HOW TO COMPLETE THIS TASK. Among the entries below, copy every line that carries the word "Calle".

(Stored items)

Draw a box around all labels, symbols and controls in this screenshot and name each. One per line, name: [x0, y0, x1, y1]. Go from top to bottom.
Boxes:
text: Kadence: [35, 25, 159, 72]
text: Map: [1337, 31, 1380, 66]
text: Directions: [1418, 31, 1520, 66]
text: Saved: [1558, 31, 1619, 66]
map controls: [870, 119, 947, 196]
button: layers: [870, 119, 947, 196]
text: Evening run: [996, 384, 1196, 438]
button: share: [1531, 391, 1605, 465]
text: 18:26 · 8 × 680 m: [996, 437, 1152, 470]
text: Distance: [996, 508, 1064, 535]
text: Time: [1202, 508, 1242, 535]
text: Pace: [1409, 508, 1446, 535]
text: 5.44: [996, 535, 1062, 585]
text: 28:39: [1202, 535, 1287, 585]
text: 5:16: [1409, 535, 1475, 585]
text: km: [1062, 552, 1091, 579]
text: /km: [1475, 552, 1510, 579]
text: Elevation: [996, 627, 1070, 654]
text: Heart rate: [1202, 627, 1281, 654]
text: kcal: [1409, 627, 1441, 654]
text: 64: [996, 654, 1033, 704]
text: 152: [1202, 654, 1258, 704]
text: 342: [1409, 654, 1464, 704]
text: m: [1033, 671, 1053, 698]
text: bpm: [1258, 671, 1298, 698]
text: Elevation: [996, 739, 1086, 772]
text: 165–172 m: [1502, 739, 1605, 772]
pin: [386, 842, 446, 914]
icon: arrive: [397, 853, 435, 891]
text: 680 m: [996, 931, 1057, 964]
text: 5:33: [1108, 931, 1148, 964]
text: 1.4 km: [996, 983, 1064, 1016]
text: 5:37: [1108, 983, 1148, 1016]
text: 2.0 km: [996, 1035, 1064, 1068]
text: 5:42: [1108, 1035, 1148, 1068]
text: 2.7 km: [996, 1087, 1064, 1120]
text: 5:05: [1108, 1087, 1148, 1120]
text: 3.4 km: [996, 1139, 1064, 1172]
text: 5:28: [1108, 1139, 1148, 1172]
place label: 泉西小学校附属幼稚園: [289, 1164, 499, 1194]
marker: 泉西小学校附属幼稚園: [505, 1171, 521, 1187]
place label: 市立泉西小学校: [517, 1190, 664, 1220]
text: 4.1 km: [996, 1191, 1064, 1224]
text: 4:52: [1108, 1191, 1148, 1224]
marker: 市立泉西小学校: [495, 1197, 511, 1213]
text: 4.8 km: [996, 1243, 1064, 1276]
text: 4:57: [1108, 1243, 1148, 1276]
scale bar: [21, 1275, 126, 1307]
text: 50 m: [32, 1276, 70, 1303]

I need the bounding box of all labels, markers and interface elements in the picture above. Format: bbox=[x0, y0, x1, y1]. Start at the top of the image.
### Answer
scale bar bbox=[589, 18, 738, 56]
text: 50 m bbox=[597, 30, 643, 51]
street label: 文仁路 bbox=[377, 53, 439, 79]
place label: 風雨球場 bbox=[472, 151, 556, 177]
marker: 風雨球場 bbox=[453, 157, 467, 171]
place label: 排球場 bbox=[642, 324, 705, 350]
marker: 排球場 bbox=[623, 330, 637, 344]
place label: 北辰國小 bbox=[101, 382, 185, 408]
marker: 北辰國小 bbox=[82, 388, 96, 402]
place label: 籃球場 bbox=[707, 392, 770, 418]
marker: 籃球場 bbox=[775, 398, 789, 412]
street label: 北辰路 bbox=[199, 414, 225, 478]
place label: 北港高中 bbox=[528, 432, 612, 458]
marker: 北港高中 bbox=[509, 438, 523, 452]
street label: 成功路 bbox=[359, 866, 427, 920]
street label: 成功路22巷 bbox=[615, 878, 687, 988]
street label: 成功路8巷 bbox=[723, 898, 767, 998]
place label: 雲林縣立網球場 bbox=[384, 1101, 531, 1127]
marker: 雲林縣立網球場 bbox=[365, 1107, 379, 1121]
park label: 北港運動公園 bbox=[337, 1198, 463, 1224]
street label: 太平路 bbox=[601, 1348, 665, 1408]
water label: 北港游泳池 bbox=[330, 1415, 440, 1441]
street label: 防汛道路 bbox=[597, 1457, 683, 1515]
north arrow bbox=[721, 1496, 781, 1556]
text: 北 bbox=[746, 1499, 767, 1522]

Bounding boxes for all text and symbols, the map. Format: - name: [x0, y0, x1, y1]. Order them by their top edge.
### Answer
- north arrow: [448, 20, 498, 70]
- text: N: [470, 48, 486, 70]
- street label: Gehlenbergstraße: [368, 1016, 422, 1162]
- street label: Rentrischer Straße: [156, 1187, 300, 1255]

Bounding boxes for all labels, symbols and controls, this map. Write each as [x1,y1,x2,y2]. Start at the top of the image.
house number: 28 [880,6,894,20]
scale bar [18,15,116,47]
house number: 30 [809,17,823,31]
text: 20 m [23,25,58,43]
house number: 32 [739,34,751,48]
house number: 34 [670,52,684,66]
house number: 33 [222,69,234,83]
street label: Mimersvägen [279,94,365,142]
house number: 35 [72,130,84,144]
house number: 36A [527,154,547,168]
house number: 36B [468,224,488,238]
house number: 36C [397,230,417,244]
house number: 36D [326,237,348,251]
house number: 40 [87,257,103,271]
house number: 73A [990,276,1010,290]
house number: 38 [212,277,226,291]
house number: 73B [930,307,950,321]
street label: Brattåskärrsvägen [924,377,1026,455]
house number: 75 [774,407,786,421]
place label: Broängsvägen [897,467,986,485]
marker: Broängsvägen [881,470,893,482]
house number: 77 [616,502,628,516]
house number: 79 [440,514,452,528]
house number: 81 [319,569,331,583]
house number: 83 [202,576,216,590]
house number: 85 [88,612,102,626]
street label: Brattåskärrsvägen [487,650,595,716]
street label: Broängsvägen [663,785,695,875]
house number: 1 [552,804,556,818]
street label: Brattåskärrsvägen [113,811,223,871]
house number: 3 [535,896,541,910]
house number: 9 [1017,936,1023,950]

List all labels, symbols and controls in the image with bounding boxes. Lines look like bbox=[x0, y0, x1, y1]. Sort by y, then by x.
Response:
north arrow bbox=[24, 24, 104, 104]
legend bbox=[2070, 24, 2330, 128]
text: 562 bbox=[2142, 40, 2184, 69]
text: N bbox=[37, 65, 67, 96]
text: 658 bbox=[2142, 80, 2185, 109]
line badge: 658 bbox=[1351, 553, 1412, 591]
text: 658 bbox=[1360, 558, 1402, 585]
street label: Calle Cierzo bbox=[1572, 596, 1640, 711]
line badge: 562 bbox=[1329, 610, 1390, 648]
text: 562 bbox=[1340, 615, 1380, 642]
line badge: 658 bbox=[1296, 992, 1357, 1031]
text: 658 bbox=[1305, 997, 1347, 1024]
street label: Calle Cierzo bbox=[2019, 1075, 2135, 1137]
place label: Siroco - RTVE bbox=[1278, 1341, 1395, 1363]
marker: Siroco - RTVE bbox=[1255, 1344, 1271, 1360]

RESPONSE BELOW.
street label: Calle Cierzo bbox=[1572, 596, 1640, 711]
street label: Calle Cierzo bbox=[2019, 1075, 2135, 1137]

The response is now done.